**Directions:** Only lines with the string "read" matter here; gather them from the material below.

**Information given:**
⟨

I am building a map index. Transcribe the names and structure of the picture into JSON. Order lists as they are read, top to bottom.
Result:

⟩
⟨

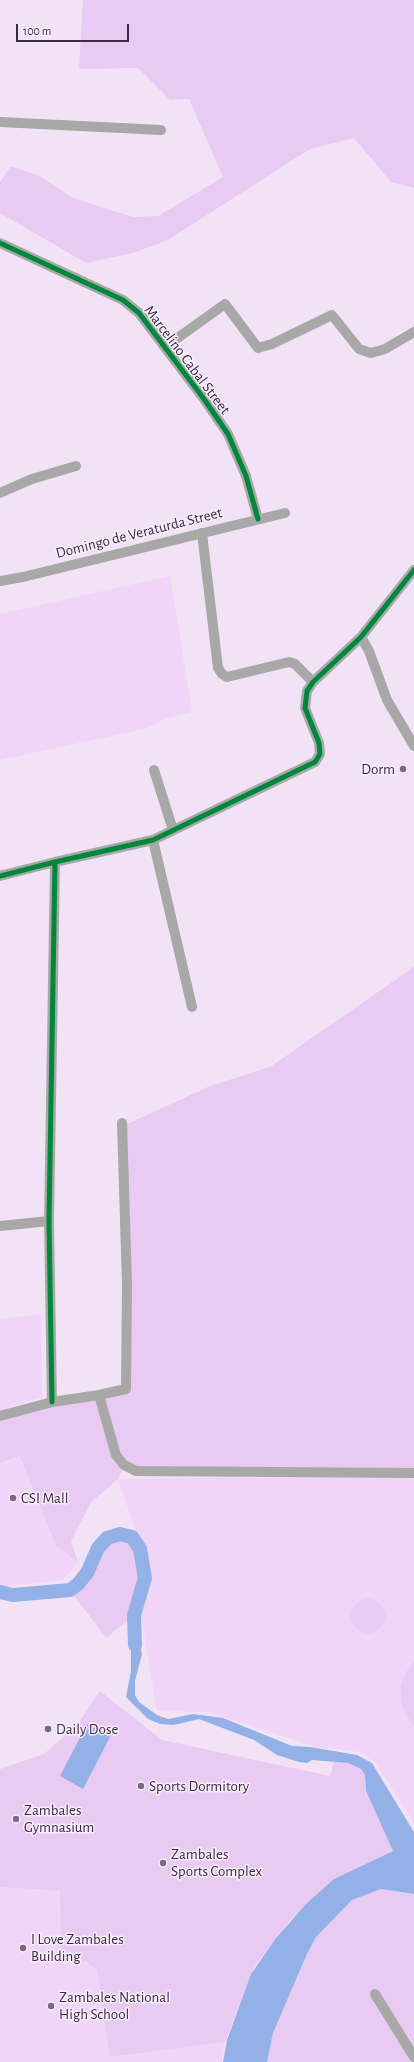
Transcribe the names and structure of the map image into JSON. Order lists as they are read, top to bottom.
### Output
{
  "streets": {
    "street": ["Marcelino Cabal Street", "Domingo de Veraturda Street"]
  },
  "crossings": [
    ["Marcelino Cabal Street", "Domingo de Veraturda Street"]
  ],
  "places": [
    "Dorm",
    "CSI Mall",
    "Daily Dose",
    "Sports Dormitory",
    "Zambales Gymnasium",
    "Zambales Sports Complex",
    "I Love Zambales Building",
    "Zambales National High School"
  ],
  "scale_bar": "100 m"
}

⟩

**Output for this exercise:**
I am building a map index. Transcribe the names and structure of the picture into JSON. Order lists as they are read, top to bottom.
Transcribe the names and structure of the map image into JSON. Order lists as they are read, top to bottom.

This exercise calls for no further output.